Anglican Mainstream has published the following comment in response to the LGCM advertisement in this week’s Church Times:

From Canon Ben Enwuchola, Chaplain to the Nigerian Community and Canon Dr Chris Sugden. Member of General Synod and Executive Secretary of Anglican Mainstream

The Lesbian Gay Christian Movement has a full page advertisement in the Church Times this week linking the church’s dilemma over engagement in the slave trade with its current dilemma on issues of human sexuality. It states: “Should it (the Anglican communion) support the end to the slave trade? Some said ‘no’ and turned to the Bible for justification. But just as the Church was able to search its soul and overcome this to support the abolition of slavery, it ought to be able to support justice and inclusion for lesbian and gay people.” The advert also makes a number of allegations about the Archbishop of Nigeria, the Most Rev Peter Akinola.

The following should be noted.

1. The very people who were set free from slavery, which was a powerful global expression of western culture at the time, do not wish to come in bondage to that culture again in the form of its sexual licence.

2. Those who cited the Bible to justify their views on supporting slavery based their views actually on economic theory, not on the Bible.

3. When he met a representative of Changing Attitude Nigeria in Tanzania in February, Archbishop Akinola treated him with courtesy. Those of us who know Archbishop Akinola and have discussed these matters with him know that none of the imputations of this advert have any basis in his thinking or action. He is committed to the human rights of all the oppressed, including those who feel they are oppressed because of their sexuality. He is seeking in his context which is characterised by militancy on this issue to operationalise that decision. He needs our prayers and support.

What the advertisement says about Archbishop Akinola is this:

Shamefully the Anglican Primate of Nigeria, Peter Akinola, has promoted this legislation, condemned by UN officials as “an absolutely unjustified intrusion of individuals’ right to privacy” which goes against the Universal Declaration of Human Rights.

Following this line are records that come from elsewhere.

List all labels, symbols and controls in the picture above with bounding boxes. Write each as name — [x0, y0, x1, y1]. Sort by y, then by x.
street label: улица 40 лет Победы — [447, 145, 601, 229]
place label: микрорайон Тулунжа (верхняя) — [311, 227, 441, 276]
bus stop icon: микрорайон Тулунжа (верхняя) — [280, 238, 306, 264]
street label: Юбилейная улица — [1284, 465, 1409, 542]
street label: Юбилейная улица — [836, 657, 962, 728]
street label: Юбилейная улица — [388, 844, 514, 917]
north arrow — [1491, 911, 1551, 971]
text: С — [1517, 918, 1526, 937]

In Archbishop Akinola’s view, “homosexuality is flagrant disobedience to God”, and an “acquired aberration” which “does violence to nature”.

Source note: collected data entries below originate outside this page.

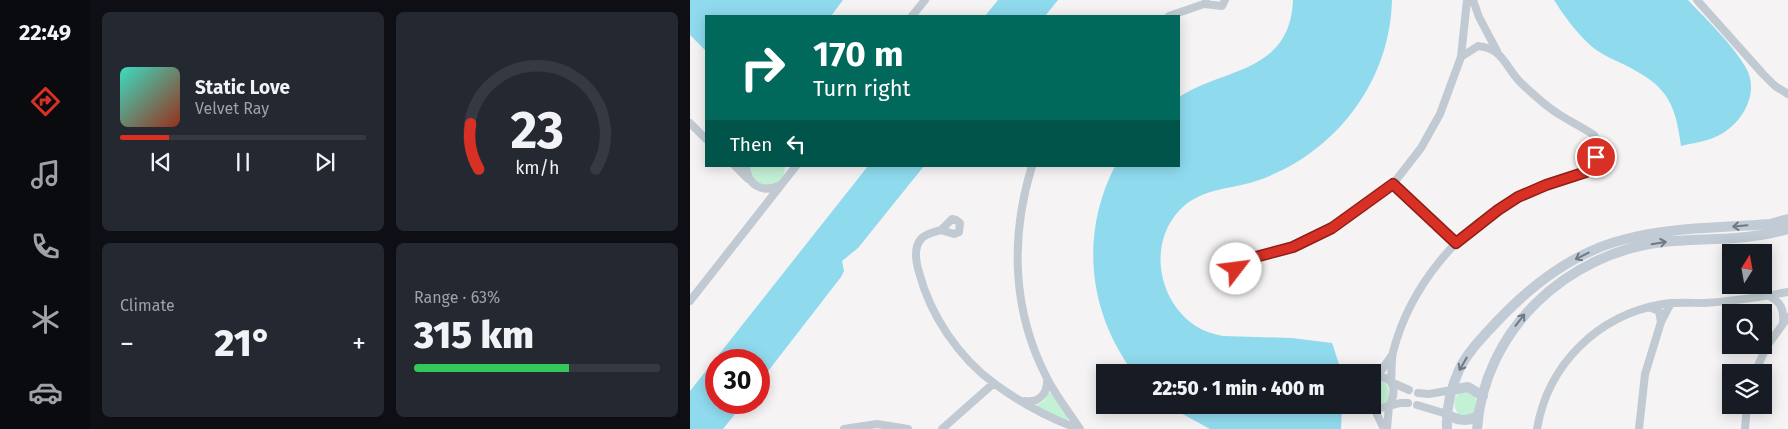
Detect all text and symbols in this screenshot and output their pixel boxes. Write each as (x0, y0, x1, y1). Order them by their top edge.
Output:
text: 22:49 (19, 19, 71, 46)
text: 170 m (813, 33, 904, 75)
icon: right (730, 35, 795, 100)
text: Turn right (813, 75, 910, 102)
text: Static Love (195, 76, 290, 99)
icon: directions (28, 84, 63, 119)
text: Velvet Ray (195, 99, 269, 118)
text: 23 (510, 99, 564, 162)
icon: left (782, 130, 810, 158)
text: Then (730, 133, 772, 156)
pin (1575, 136, 1617, 178)
icon: arrive (1582, 143, 1610, 171)
icon: previous (147, 148, 175, 176)
icon: pause (229, 148, 257, 176)
icon: next (311, 148, 339, 176)
icon: music (28, 157, 63, 192)
text: km/h (515, 157, 559, 179)
one-way arrow (1732, 222, 1748, 231)
icon: phone (28, 229, 63, 264)
one-way arrow (1650, 238, 1666, 248)
position arrow (1209, 242, 1261, 294)
north arrow (1722, 244, 1772, 294)
map controls (1722, 244, 1772, 414)
one-way arrow (1574, 251, 1589, 261)
text: Range · 63% (414, 288, 500, 307)
text: Climate (120, 296, 175, 315)
icon: climate (28, 302, 63, 337)
button: search (1722, 304, 1772, 354)
text: 315 km (414, 312, 534, 358)
one-way arrow (1515, 314, 1526, 327)
text: 21° (215, 320, 271, 366)
text: − (120, 327, 134, 360)
text: + (352, 327, 366, 360)
speed limit sign: 30 (705, 349, 770, 414)
one-way arrow (1457, 357, 1467, 371)
button: layers (1722, 364, 1772, 414)
icon: car (28, 375, 63, 410)
text: 22:50 · 1 min · 400 m (1152, 377, 1325, 400)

These quotations all come directly from an article Why I object to homosexuality written by Archbishop Akinola for the Church Times and published originally on 4 July 2003, during the campaign against the appointment of Jeffrey John as Bishop of Reading:

…Our argument is that, if homosexuals see themselves as deviants who have gone astray, the Christian spirit would plead for patience and prayers to make room for their repentance. When scripture says something is wrong and some people say that it is right, such people make God a liar. We argue that it is a blatant lie against Almighty God that homosexuality is their God-given urge and inclination. For us, it is better seen as an acquired aberration.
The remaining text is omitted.